As documented in other surveys, 68% of residents experienced burnout symptoms with no significant difference between seniors and juniors [12]. In developing countries, residents are susceptible to more stress as they are forced to work under suboptimal conditions with less financial reward [13]. In the time of COVID-19 pandemic, this stress was amplified due to financial strains, shortage of PPE, and residents’ negative expectations regarding their surgical career. They were forced to buy their own PPE. In our country, many residents worked in private hospitals alongside university hospitals to increase their income [11]. Many private hospitals were designated for isolation and management of coronavirus patients, and the rest of other disciplines became marginalized. Many neurosurgery residents lost their jobs in these hospitals, which was a fundamental source of income.

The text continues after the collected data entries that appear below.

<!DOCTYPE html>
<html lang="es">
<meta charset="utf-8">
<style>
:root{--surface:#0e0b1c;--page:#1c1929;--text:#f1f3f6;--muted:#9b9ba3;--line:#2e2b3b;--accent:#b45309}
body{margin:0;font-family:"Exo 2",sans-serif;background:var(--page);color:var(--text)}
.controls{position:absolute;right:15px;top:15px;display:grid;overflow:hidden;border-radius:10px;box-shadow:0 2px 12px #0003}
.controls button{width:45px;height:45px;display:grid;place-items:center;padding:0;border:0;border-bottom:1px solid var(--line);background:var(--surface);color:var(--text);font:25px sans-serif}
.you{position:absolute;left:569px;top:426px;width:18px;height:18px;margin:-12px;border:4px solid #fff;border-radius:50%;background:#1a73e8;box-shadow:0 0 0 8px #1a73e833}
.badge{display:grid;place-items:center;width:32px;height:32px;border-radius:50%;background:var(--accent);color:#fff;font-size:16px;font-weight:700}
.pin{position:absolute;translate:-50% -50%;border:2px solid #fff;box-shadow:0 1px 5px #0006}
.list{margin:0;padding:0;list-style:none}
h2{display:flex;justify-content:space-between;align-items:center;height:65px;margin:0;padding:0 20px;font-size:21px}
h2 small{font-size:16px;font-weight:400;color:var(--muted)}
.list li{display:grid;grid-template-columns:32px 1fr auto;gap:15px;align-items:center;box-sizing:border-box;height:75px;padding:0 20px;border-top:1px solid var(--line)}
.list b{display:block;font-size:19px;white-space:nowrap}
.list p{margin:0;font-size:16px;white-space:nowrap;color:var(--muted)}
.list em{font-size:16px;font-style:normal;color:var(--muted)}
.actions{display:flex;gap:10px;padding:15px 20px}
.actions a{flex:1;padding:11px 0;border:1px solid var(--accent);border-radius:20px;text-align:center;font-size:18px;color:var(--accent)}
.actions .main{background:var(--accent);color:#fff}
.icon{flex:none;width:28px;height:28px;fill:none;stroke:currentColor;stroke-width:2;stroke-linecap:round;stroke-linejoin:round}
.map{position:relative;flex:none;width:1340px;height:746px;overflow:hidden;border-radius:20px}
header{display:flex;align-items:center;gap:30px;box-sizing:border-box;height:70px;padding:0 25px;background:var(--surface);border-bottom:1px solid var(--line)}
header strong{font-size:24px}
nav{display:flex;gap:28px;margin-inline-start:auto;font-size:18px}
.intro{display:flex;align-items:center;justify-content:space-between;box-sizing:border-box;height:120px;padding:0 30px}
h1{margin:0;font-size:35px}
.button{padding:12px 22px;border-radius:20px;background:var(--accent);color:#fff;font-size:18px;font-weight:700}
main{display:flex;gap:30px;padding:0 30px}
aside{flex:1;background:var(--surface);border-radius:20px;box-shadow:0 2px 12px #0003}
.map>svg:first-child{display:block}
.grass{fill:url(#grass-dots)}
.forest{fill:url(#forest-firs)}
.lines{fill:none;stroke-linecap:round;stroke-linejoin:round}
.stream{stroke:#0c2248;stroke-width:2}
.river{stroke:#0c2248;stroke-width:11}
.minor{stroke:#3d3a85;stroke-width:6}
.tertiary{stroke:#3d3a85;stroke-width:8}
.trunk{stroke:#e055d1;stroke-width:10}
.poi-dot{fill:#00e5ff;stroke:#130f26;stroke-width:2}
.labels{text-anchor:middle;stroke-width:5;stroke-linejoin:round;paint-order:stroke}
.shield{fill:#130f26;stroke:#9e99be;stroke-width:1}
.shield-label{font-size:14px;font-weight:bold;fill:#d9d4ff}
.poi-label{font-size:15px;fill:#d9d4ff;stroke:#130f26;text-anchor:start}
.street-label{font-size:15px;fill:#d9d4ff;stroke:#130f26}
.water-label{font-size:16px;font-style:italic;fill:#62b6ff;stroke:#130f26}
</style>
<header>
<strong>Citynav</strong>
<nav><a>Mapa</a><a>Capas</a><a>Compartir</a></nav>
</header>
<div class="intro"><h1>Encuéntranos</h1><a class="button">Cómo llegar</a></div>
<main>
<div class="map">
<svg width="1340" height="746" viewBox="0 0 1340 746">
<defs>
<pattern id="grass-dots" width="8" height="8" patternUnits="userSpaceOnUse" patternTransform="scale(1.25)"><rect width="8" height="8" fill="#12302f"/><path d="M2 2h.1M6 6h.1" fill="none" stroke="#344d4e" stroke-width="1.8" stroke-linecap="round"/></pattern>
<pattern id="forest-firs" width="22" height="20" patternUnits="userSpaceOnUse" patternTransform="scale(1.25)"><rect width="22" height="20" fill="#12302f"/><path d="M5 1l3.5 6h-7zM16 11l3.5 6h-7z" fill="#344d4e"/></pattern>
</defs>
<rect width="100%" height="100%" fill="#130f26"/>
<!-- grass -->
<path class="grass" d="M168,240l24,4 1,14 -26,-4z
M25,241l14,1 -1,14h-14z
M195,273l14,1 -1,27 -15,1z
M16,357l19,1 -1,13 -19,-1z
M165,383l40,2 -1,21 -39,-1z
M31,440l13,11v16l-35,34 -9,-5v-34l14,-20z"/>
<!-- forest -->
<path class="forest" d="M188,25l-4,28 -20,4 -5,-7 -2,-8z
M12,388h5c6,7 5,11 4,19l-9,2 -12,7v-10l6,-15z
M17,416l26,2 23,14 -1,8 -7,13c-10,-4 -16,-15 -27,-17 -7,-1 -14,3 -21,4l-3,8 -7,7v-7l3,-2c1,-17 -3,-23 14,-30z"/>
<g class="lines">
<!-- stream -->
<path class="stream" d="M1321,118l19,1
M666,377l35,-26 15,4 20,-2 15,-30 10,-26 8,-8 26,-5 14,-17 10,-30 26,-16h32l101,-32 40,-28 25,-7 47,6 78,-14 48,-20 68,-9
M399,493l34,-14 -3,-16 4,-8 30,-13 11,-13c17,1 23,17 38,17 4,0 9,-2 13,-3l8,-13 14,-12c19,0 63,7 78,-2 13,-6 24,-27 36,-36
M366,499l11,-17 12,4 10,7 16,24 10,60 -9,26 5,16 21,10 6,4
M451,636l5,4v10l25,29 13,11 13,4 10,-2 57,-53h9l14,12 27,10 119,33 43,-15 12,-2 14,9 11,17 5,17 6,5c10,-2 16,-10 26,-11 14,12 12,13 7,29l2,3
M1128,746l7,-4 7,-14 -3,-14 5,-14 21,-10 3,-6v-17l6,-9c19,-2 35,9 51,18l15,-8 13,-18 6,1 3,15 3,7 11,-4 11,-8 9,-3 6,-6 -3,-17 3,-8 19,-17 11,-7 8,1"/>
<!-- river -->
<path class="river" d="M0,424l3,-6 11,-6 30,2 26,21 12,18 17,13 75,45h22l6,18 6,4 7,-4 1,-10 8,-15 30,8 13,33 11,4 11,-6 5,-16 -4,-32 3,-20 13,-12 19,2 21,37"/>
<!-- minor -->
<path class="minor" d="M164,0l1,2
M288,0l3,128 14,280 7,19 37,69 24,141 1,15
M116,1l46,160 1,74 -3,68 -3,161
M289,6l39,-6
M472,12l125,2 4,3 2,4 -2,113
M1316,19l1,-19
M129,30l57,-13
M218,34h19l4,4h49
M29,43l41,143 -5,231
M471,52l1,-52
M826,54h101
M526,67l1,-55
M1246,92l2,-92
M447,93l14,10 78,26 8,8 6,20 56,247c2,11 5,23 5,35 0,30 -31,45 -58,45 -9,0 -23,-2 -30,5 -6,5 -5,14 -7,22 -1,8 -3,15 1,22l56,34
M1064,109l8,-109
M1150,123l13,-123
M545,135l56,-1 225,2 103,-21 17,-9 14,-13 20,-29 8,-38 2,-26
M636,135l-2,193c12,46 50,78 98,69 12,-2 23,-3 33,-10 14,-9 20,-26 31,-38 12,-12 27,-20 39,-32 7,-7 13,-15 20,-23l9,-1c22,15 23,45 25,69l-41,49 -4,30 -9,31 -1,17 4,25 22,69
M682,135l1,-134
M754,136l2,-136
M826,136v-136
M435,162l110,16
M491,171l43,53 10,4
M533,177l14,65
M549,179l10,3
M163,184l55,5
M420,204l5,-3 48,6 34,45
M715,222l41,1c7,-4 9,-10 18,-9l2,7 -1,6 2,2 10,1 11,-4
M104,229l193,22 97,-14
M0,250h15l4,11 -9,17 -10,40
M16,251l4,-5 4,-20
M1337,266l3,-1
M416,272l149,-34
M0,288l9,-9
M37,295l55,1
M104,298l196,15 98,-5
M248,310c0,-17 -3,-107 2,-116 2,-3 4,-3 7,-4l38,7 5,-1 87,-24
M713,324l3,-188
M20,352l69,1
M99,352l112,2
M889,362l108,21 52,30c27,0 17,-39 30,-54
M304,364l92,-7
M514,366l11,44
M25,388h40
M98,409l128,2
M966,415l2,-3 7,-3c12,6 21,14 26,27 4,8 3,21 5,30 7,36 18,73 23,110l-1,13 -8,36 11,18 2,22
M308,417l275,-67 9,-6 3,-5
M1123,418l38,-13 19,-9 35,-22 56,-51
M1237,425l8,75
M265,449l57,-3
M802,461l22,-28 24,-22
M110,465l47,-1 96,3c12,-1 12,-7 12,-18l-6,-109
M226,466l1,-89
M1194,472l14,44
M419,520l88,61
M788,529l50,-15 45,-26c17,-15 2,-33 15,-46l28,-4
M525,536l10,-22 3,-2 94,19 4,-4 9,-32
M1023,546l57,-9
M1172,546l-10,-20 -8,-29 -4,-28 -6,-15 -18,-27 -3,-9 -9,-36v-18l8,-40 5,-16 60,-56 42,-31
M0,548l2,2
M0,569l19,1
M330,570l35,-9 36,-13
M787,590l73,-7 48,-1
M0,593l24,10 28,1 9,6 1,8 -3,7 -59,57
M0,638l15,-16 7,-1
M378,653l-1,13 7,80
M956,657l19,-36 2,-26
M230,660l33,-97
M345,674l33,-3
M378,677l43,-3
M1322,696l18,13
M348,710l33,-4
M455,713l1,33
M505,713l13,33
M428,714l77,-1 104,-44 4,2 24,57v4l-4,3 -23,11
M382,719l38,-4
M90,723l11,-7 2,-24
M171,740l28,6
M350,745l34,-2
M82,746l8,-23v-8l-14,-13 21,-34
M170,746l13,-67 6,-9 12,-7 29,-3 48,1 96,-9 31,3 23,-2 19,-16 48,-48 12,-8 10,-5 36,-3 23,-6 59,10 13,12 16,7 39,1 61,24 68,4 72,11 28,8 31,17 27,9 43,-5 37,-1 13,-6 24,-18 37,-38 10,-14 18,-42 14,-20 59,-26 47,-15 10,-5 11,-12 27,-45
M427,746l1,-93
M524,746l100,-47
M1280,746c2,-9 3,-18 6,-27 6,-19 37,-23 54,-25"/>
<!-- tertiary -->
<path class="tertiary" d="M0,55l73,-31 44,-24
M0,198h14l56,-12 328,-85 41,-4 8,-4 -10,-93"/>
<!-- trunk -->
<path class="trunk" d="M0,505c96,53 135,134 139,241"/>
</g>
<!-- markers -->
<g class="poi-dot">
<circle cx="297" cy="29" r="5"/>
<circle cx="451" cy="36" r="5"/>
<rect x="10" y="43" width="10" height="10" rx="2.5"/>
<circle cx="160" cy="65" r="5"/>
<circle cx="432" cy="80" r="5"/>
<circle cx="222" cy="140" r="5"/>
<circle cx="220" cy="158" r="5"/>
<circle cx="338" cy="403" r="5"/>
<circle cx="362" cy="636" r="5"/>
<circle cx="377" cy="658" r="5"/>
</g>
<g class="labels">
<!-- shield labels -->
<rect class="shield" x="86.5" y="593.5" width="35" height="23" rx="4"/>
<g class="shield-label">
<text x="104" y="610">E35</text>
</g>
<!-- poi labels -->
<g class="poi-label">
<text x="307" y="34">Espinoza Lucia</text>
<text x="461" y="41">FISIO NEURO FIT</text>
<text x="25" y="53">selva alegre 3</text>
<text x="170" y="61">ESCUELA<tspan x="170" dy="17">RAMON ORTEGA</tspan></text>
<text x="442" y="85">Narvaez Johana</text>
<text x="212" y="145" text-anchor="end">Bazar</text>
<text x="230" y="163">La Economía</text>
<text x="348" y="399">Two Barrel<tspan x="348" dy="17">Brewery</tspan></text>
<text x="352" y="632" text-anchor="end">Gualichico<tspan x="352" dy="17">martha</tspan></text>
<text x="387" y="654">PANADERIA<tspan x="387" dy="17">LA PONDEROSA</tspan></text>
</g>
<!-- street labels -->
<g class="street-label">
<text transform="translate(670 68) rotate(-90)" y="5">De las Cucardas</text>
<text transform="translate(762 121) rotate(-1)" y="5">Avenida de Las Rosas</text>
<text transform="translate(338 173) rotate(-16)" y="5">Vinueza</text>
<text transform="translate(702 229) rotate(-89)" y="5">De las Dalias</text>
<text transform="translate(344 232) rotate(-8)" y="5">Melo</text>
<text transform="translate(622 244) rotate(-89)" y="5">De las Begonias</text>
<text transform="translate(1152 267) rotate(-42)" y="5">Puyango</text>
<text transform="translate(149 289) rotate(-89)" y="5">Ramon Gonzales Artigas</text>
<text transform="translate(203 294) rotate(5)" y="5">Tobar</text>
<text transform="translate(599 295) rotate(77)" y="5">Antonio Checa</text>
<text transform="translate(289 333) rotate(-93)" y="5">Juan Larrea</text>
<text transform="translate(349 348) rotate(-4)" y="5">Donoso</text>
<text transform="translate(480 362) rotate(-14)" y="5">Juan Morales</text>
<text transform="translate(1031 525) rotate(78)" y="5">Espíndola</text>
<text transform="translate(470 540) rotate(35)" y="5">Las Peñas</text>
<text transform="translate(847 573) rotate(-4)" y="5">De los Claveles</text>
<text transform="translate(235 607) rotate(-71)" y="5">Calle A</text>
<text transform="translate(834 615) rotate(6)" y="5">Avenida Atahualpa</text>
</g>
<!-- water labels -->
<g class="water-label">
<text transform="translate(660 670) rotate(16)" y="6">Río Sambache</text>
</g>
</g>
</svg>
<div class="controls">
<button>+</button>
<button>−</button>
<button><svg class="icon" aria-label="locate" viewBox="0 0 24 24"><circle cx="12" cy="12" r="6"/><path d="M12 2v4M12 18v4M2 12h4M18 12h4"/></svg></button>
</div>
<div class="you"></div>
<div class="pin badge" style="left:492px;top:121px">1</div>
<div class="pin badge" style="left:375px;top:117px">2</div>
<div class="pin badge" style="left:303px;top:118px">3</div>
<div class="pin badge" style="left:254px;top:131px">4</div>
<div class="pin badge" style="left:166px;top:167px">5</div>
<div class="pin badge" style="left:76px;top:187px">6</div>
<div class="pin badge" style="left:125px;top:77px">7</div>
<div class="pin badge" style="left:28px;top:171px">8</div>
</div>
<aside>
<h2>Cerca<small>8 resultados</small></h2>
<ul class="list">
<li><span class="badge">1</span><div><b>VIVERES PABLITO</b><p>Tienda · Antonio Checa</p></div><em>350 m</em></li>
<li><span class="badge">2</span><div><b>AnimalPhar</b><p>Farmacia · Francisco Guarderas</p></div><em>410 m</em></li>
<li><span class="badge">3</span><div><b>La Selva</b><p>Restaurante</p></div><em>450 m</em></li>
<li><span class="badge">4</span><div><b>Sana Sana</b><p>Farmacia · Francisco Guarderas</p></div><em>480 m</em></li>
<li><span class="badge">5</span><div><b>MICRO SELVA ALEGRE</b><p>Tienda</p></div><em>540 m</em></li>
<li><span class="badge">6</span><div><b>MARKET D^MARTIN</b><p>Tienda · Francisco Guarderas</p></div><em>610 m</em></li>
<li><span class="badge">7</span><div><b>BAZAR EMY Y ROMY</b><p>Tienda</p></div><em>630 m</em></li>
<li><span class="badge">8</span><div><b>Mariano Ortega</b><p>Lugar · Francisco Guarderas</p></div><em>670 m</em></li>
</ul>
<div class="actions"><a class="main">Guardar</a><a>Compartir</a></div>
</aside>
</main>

In our institutes, many faculty members exploited their relationships with trustworthy charities to provide donations to buy PPE. Using the spirit of innovation, some faculty members were able to design a face shield and distribute it to the residents for free. “Talk to your boss” is a key action in this critical climate. Emotional support and engagement of the residents in setting future plans may reassure them about their careers.

Conclusions

The COVID-19 pandemic has disrupted the routine neurosurgical practice in our country. Providing additional surgical courses and postponing board exams are suggested solutions to compensate for the reduction in clinical activities. Providing adequate PPE and financial and psychological support is very critical to the physical and mental health of residents. Implementation of telemedicine projects is no longer a luxury and helps preserve time and resources. Increasing the awareness of virtual methods of medical education is a bright aspect of the pandemic.